Records shown:

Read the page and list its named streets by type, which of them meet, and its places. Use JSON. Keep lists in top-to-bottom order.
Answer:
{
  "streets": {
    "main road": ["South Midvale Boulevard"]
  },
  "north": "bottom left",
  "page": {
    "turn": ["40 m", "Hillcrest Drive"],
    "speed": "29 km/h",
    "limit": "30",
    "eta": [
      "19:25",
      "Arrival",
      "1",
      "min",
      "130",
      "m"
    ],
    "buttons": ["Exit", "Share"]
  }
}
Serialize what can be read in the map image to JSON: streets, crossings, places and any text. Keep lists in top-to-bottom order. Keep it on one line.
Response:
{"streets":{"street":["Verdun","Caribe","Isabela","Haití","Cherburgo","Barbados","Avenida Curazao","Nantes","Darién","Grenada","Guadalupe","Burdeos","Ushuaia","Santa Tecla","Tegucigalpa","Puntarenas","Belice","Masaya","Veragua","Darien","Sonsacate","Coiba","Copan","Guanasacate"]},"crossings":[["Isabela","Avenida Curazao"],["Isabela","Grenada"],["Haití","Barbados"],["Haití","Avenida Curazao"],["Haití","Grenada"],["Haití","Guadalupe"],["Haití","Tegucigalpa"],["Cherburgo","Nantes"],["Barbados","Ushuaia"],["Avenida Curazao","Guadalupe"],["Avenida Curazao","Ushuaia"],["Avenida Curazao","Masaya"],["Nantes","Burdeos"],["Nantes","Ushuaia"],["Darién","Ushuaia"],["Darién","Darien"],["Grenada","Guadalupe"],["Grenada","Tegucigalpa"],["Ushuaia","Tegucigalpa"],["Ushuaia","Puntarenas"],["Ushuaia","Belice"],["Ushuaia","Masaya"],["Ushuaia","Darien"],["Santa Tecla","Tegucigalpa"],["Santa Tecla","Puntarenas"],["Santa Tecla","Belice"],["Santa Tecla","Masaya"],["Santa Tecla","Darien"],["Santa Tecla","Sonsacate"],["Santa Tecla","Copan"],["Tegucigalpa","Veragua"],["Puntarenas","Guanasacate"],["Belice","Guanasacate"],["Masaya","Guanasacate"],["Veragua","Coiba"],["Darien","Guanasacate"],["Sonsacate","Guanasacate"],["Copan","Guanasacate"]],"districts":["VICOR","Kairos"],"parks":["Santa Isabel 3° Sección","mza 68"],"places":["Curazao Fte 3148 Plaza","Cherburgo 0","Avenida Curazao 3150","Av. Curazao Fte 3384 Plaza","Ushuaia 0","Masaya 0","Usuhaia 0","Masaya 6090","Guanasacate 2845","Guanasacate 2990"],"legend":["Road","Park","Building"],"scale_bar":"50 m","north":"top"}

Try it: Which lines of the records above contain the word "page"? Show each of them.

Solution for this task:
Read the page and list its named streets by type, which of them meet, and its places. Use JSON. Keep lists in top-to-bottom order.
  "page": {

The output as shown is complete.